* [Stored data]:
***

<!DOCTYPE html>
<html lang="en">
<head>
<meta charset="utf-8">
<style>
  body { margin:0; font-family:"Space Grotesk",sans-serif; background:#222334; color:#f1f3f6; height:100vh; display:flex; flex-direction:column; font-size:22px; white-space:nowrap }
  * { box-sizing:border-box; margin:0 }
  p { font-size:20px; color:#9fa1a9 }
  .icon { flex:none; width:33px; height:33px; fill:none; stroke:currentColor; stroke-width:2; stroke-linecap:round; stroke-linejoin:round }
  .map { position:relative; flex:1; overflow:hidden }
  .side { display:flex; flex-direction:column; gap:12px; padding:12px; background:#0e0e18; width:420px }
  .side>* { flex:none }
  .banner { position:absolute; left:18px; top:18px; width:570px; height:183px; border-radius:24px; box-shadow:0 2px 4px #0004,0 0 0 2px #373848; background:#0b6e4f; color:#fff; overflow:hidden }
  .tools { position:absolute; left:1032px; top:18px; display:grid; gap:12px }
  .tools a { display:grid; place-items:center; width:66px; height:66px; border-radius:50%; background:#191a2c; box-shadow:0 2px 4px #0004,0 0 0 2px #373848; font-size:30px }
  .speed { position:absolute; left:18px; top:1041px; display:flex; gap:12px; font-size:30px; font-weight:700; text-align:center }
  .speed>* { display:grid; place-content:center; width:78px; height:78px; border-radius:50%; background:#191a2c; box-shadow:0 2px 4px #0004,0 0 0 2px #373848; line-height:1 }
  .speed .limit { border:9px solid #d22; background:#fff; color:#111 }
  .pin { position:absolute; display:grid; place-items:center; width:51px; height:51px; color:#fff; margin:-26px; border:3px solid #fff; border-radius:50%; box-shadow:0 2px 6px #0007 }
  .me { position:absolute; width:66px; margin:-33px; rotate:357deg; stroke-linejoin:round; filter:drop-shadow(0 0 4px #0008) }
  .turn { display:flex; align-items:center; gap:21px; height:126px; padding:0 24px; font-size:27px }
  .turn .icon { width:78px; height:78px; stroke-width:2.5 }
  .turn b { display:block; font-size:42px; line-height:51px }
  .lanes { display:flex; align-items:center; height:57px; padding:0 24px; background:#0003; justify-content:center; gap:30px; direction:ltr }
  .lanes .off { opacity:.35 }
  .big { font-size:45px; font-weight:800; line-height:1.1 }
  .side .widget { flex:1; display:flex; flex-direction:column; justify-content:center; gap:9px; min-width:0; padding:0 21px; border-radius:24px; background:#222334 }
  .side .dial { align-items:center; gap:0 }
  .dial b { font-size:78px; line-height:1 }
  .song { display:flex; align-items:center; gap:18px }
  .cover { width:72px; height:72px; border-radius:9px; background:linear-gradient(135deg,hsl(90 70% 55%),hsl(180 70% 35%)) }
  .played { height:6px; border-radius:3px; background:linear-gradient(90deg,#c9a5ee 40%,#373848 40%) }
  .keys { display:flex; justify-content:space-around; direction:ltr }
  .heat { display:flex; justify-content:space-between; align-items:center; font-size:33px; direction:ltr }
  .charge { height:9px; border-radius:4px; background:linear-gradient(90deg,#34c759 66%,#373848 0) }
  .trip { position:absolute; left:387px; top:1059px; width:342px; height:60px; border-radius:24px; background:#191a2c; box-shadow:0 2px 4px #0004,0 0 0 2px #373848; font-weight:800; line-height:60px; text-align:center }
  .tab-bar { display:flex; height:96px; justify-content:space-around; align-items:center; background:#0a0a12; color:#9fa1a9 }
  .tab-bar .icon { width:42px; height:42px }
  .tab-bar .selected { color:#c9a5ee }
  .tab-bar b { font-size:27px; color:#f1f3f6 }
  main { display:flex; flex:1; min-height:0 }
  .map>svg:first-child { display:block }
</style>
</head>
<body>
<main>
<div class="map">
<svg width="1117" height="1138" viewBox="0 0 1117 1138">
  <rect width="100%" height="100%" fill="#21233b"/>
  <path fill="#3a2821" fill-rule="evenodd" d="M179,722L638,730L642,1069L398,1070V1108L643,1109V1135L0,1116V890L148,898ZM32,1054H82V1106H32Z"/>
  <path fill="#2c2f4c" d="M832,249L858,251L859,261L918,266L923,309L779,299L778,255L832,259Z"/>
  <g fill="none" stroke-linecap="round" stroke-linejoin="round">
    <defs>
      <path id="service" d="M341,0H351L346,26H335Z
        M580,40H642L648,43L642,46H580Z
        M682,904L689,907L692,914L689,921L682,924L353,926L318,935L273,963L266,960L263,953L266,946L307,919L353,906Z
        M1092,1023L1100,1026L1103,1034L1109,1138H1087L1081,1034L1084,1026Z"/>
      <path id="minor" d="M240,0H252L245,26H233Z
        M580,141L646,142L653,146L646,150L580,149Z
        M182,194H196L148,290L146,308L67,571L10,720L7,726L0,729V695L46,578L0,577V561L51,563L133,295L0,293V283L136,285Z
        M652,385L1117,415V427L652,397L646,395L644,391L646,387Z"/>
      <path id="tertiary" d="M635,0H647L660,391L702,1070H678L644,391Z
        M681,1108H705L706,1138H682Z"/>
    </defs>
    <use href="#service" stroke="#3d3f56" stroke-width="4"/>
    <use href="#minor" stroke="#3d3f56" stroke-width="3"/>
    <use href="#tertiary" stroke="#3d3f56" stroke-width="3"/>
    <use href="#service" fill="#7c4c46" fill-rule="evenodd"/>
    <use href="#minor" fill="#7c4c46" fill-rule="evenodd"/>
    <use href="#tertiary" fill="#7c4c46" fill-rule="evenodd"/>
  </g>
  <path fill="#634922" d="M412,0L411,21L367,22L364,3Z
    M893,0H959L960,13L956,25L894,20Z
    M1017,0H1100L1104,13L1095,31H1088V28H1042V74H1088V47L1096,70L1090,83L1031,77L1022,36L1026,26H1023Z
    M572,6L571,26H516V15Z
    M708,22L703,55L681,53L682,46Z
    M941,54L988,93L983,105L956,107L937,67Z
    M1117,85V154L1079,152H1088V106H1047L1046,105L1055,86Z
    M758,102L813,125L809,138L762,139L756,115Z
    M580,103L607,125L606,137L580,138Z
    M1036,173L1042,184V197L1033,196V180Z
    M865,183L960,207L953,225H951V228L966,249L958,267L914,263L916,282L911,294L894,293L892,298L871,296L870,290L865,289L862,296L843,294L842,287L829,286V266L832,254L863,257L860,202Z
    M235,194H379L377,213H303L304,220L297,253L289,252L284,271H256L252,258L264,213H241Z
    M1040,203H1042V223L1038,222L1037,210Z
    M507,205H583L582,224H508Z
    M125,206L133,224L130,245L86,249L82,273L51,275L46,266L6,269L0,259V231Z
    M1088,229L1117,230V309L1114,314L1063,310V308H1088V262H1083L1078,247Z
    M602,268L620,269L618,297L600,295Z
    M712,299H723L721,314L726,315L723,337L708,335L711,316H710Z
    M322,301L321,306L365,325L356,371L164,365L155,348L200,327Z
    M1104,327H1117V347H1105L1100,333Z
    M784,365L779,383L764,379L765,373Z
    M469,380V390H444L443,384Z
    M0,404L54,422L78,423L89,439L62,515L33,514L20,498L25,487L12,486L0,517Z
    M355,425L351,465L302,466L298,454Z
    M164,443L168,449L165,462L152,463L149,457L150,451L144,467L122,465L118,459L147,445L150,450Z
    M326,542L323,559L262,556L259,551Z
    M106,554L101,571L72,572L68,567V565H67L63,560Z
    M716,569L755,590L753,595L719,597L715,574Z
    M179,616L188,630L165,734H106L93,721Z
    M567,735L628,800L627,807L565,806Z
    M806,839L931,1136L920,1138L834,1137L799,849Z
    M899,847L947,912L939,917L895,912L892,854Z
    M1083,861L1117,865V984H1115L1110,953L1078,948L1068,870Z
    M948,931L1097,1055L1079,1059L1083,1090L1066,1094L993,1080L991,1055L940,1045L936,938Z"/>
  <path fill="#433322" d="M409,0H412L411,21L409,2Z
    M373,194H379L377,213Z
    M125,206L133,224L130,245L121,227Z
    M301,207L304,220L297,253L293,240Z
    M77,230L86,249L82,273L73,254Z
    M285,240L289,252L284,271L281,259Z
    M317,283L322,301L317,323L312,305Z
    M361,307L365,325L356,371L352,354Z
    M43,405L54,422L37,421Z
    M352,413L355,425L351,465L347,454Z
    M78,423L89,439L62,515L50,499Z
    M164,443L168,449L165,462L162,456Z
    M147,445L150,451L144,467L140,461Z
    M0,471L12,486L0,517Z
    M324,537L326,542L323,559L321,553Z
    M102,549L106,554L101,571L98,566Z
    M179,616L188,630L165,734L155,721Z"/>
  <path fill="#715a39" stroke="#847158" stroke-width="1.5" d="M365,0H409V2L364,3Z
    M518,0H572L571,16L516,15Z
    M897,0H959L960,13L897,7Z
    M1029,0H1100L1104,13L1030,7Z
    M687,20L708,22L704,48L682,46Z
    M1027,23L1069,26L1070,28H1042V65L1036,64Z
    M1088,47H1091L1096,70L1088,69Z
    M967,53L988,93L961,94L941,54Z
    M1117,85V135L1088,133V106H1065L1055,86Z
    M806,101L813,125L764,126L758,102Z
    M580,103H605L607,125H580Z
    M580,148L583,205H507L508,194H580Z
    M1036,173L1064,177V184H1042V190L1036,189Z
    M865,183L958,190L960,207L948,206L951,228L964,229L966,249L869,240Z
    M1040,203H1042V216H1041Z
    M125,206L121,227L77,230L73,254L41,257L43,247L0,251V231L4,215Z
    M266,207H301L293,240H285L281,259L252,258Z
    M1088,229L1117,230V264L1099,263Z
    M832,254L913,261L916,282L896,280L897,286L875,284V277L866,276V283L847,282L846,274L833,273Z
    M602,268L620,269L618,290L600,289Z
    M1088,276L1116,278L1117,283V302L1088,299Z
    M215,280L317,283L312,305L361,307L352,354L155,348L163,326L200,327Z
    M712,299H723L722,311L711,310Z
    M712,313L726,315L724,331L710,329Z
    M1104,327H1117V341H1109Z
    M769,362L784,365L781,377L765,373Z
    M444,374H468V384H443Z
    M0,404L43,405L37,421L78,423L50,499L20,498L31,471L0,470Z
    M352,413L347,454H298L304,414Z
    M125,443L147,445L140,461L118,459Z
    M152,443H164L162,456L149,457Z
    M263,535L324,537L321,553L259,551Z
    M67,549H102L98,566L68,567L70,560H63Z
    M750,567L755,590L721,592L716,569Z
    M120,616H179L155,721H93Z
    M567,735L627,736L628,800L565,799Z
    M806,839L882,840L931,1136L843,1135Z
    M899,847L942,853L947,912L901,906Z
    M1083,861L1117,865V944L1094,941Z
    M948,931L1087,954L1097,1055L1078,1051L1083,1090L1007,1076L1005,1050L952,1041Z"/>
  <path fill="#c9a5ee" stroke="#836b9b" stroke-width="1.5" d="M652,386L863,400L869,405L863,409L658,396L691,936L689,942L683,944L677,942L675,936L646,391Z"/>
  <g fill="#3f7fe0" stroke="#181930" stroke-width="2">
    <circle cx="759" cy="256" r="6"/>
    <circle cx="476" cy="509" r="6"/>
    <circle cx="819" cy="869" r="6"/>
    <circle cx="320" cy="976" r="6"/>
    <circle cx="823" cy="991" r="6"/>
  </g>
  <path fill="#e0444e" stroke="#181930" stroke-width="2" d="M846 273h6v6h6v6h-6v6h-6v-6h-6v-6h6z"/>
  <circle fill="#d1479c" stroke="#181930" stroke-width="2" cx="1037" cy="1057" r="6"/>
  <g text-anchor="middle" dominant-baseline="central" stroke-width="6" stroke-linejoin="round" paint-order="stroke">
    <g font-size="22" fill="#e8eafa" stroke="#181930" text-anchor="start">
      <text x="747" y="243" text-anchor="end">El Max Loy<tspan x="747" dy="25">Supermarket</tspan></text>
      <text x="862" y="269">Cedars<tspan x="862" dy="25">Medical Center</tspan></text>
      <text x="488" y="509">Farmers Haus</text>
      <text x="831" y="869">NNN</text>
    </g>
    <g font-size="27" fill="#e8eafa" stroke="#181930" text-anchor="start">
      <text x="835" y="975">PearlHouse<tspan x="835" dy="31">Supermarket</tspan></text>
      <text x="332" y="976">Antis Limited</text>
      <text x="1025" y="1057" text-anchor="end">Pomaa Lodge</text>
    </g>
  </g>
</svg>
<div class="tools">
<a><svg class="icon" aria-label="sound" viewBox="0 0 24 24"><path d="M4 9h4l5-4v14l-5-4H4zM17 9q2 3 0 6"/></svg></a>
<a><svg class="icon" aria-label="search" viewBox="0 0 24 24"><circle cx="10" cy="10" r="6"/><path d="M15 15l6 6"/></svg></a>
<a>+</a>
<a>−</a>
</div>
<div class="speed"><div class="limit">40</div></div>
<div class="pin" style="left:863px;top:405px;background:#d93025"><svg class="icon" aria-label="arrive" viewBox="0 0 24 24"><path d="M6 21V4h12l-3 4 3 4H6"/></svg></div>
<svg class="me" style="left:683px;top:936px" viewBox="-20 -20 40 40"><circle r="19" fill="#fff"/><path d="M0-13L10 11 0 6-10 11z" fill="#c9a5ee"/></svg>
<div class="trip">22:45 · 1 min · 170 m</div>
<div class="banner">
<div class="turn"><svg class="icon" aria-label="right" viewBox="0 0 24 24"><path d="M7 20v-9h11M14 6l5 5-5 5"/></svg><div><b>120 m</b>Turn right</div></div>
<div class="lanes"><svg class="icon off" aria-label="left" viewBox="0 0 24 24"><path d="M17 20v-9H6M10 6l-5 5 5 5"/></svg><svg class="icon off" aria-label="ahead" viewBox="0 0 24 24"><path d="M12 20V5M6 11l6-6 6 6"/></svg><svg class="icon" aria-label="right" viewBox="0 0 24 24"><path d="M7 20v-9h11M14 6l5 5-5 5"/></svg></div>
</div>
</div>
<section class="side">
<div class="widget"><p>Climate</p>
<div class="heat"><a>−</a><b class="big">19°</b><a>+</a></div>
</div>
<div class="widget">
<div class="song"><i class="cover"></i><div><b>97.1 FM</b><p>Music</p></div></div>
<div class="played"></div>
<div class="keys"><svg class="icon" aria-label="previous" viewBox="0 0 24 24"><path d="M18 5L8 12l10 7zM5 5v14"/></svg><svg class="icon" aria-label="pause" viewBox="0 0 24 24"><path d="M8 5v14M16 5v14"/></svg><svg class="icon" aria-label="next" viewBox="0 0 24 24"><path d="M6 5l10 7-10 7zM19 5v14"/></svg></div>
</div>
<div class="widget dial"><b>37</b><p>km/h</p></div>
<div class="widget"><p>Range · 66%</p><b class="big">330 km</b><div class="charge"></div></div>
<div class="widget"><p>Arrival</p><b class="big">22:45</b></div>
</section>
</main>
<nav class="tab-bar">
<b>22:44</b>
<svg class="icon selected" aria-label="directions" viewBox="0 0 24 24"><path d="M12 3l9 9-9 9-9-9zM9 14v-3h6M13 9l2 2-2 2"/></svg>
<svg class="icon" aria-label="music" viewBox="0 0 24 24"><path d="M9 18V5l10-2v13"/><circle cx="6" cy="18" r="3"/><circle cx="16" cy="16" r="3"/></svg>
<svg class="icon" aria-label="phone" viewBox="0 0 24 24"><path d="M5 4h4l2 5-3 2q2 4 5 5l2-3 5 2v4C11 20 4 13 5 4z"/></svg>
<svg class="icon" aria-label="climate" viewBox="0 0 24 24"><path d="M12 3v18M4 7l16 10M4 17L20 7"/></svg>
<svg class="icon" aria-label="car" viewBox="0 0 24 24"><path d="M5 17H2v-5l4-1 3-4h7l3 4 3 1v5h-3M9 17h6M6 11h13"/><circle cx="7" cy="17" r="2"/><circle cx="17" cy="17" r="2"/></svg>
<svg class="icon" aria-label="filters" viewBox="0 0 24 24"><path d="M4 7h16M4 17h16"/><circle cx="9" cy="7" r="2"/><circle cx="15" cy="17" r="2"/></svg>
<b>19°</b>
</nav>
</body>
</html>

***

* [Task objective]: Lines from the top of the data above through the line containing "position:absolute; left:1032px; top:18px;" must be repeated exactly. All other lines stay out.

* [Solution for this task]:
<!DOCTYPE html>
<html lang="en">
<head>
<meta charset="utf-8">
<style>
  body { margin:0; font-family:"Space Grotesk",sans-serif; background:#222334; color:#f1f3f6; height:100vh; display:flex; flex-direction:column; font-size:22px; white-space:nowrap }
  * { box-sizing:border-box; margin:0 }
  p { font-size:20px; color:#9fa1a9 }
  .icon { flex:none; width:33px; height:33px; fill:none; stroke:currentColor; stroke-width:2; stroke-linecap:round; stroke-linejoin:round }
  .map { position:relative; flex:1; overflow:hidden }
  .side { display:flex; flex-direction:column; gap:12px; padding:12px; background:#0e0e18; width:420px }
  .side>* { flex:none }
  .banner { position:absolute; left:18px; top:18px; width:570px; height:183px; border-radius:24px; box-shadow:0 2px 4px #0004,0 0 0 2px #373848; background:#0b6e4f; color:#fff; overflow:hidden }
  .tools { position:absolute; left:1032px; top:18px; display:grid; gap:12px }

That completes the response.